The fund will deploy capital across the MENA region, South Asia, and select international markets. Current investments include five startups such as PawPots, a fresh pet food provider, and Plaay, a clean-ingredient chocolate brand. These investments signal a broader move toward localizing production as global supply chains face increasing pressure and costs. This localization strategy is a cornerstone of the UAE's push to become a global hub for sustainable manufacturing. However, the "better-for-you" niche is notoriously difficult to scale in price-sensitive markets. While high-income urban centers in the UAE and Saudi Arabia show a strong appetite for premium organic or sustainable goods, mass-market penetration remains a challenge. For these brands to survive long-term, they must prove they can move beyond boutique status and compete with the shelf space and pricing of global incumbents.

By the Numbers

  • Fund Size: $22.8 million

  • Initial Target: $20 million

  • Target Stages: Pre-seed to Pre-Series A

  • Current Portfolio: 5 startups (PawPots, Plaay, Gramiyaa, Bambuyu, Tarwi Foods)

  • Target Revenue: $2 million to $10 million annual revenue

What to Watch: Keep a close eye on the shelf-space metrics at major regional retailers like Carrefour and Lulu over the next 12 months as Homegrown Ventures attempts to leverage its distribution network for its first five portfolio companies.

Decoded Take

Decoded Take

Decoded Take

The pivot from software-centric venture capital to physical consumer goods reflects a maturing MENA ecosystem where local production and supply chain sovereignty are becoming strategic imperatives.
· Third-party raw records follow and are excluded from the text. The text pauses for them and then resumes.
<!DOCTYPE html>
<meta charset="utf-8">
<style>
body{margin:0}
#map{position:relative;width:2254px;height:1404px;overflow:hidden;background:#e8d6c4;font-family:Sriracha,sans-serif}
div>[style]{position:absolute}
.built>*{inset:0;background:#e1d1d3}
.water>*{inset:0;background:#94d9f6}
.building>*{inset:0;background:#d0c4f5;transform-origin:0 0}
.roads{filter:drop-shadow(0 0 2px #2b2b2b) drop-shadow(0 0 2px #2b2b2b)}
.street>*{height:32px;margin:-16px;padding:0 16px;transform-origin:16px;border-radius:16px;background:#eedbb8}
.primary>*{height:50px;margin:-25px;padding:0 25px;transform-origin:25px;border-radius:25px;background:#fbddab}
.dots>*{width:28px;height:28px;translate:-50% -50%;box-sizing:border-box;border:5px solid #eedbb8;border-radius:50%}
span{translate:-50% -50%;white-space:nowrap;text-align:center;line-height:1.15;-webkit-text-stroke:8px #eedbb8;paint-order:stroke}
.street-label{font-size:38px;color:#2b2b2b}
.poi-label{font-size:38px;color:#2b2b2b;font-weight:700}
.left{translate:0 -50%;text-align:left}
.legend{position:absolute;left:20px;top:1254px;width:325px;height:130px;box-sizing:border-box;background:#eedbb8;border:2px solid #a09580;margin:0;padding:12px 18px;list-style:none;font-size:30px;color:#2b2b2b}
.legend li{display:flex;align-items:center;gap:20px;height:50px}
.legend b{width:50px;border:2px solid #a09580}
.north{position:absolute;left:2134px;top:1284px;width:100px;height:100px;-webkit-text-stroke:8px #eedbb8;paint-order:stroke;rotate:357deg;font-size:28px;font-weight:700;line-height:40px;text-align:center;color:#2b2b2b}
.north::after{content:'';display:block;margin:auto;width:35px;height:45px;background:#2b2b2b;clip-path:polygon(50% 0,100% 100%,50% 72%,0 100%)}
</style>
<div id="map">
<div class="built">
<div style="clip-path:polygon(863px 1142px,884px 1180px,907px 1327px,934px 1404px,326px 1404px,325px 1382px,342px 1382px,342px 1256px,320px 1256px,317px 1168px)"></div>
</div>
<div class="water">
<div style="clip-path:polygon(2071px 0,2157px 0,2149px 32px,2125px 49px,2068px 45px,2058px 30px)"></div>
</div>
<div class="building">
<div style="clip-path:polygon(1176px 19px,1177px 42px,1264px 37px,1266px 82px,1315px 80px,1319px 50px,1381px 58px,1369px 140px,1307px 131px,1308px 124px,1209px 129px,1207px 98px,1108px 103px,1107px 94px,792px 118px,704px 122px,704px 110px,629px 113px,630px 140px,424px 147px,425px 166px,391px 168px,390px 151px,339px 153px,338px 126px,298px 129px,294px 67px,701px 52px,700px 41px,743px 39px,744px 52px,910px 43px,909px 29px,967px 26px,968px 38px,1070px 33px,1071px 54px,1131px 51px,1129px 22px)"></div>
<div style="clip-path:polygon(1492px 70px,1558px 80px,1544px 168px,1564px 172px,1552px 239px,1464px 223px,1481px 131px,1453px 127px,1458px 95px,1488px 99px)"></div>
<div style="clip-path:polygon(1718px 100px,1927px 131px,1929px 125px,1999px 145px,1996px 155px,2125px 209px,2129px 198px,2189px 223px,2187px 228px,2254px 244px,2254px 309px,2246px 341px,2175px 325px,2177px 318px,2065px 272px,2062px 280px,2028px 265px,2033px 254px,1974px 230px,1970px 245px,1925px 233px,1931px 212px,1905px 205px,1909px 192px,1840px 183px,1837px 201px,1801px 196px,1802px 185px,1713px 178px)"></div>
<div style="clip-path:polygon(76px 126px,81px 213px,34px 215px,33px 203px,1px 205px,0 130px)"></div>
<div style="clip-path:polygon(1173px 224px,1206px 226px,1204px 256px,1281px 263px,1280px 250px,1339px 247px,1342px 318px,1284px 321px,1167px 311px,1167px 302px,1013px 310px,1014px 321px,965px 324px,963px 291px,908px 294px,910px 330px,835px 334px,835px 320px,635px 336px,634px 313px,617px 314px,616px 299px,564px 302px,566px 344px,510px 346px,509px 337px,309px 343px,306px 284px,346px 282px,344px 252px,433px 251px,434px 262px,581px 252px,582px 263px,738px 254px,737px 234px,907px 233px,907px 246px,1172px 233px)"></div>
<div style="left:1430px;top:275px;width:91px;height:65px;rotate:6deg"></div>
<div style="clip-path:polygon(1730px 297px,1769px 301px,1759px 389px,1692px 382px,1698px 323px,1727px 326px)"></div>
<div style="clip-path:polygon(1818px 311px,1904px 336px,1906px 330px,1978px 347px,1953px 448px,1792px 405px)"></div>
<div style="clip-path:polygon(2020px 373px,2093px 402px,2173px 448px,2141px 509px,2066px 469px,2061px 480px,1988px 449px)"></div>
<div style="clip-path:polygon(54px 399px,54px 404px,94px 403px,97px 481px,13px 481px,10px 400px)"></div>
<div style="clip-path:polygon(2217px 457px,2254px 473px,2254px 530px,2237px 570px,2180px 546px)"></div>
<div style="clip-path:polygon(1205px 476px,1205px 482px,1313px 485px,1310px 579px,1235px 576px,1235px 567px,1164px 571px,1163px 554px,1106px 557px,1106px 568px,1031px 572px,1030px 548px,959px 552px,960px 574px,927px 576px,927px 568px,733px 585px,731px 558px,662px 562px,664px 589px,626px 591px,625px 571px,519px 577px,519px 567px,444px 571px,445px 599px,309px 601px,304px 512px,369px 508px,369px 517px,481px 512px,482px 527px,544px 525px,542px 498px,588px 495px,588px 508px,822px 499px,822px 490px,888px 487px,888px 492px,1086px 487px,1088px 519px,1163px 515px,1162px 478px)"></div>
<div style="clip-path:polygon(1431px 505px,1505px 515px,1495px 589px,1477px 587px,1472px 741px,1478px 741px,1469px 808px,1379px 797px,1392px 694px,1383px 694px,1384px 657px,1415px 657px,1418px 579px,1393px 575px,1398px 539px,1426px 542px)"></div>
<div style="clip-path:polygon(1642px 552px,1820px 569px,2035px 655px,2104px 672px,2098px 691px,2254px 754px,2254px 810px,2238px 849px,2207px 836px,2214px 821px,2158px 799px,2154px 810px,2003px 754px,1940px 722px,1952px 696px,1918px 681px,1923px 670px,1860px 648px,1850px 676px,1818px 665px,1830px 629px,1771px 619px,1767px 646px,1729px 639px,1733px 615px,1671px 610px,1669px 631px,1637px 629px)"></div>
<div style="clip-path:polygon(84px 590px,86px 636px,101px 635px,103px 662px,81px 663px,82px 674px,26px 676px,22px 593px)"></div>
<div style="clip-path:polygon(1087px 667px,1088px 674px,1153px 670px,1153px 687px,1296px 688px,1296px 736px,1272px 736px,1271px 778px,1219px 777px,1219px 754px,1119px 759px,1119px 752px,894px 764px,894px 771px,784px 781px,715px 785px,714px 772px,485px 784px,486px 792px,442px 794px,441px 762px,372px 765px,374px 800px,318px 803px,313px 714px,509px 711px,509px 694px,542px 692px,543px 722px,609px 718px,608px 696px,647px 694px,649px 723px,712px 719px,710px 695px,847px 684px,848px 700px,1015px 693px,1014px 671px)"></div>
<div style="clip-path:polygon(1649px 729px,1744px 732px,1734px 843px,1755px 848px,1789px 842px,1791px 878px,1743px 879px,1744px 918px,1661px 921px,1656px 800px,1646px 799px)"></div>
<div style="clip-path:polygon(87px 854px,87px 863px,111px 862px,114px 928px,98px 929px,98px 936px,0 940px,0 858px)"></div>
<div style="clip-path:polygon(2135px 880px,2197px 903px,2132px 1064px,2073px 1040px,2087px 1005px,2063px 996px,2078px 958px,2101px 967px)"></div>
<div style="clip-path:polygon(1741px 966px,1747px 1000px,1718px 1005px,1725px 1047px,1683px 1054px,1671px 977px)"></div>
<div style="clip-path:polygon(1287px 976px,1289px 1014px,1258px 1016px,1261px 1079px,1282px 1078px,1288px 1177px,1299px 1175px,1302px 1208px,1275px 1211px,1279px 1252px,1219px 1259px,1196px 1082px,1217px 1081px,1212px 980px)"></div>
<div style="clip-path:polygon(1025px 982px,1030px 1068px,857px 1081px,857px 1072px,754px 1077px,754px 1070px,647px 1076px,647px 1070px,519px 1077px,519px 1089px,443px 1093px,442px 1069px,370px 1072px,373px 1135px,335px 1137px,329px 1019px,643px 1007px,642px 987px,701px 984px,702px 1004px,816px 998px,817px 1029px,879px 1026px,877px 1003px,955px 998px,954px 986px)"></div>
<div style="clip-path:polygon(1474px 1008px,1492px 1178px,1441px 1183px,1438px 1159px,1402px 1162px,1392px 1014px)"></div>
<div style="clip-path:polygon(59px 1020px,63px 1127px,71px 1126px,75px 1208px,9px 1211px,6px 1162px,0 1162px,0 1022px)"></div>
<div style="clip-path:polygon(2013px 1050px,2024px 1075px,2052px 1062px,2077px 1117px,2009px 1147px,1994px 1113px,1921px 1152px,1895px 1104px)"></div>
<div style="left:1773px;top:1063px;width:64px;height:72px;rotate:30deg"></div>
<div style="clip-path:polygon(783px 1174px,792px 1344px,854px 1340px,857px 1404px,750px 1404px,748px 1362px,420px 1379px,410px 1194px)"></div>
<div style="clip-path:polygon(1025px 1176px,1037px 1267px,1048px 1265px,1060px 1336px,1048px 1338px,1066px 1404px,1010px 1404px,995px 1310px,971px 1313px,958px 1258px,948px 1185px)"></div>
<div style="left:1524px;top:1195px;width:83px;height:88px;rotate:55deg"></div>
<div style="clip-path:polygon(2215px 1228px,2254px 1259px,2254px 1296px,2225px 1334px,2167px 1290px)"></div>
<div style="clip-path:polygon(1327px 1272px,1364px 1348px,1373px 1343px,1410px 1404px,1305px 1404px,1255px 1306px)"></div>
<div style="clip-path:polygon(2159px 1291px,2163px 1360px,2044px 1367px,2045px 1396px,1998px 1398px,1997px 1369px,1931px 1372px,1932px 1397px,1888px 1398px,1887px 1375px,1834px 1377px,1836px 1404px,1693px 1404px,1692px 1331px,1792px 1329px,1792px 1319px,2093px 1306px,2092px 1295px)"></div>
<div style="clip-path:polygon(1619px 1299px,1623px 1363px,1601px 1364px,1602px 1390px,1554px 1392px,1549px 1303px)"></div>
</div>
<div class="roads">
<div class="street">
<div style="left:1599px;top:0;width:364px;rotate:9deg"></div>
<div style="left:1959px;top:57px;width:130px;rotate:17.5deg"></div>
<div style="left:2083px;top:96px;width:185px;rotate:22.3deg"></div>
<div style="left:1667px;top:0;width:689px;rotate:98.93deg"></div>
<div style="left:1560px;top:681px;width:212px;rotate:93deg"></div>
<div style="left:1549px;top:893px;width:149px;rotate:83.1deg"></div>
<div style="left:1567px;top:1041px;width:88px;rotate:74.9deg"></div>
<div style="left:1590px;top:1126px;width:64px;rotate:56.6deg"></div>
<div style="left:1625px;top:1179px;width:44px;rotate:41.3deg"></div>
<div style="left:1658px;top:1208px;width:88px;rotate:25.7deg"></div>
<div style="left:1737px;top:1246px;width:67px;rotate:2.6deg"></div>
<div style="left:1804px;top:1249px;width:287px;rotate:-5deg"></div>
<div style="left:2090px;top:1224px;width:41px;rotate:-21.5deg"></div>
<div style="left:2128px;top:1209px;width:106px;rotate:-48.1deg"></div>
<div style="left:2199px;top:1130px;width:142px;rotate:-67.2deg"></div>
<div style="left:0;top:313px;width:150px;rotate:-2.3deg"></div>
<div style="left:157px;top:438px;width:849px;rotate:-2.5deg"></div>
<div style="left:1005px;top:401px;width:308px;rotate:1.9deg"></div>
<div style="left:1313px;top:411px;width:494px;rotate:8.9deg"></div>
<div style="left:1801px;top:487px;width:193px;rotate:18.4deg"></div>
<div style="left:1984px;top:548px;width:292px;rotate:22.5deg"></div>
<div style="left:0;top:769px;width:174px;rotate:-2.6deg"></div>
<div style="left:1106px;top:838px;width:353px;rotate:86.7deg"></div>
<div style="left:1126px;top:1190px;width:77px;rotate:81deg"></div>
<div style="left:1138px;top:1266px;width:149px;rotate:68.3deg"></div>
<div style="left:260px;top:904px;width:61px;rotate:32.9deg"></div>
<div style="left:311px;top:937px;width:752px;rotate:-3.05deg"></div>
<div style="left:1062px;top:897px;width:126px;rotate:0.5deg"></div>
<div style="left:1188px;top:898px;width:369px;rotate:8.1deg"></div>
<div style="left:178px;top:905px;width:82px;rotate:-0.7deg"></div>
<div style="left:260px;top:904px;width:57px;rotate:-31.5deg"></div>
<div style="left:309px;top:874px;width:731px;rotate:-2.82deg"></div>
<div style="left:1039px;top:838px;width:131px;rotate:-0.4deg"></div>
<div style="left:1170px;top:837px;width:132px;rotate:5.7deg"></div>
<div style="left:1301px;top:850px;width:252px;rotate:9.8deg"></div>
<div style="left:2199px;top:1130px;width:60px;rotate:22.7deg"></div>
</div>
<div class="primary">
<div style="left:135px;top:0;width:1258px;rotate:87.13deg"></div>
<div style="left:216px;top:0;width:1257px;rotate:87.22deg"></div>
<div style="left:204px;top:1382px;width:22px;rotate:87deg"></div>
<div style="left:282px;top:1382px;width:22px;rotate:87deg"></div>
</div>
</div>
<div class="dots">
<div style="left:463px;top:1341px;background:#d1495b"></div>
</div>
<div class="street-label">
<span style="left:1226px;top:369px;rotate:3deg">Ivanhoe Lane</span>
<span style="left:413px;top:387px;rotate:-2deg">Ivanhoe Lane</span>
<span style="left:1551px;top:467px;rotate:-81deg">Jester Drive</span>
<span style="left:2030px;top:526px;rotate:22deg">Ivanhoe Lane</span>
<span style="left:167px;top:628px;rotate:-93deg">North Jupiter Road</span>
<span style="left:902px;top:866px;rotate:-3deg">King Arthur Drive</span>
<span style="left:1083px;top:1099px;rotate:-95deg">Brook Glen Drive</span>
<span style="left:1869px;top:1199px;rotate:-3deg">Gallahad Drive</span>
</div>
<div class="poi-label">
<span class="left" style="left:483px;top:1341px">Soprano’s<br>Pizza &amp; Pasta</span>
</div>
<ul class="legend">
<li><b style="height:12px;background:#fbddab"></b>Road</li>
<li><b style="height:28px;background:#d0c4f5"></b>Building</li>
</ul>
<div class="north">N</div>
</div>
While tech dominated the last decade, the next phase of regional growth relies on capturing the 55 percent of the population under 35 who are rejecting legacy multinational brands in favor of local, health-conscious alternatives. This shift aligns with the UAE industrial strategy to localize manufacturing and Saudi Arabia’s Vision 2030 goal of economic diversification. However, these startups face a significant hurdle: competing on price and logistics against entrenched global conglomerates with massive economies of scale. Data from various market analysts suggests that while the "better-for-you" sector is growing, the real test will be whether these brands can move beyond premium urban niches into mass-market retail channels.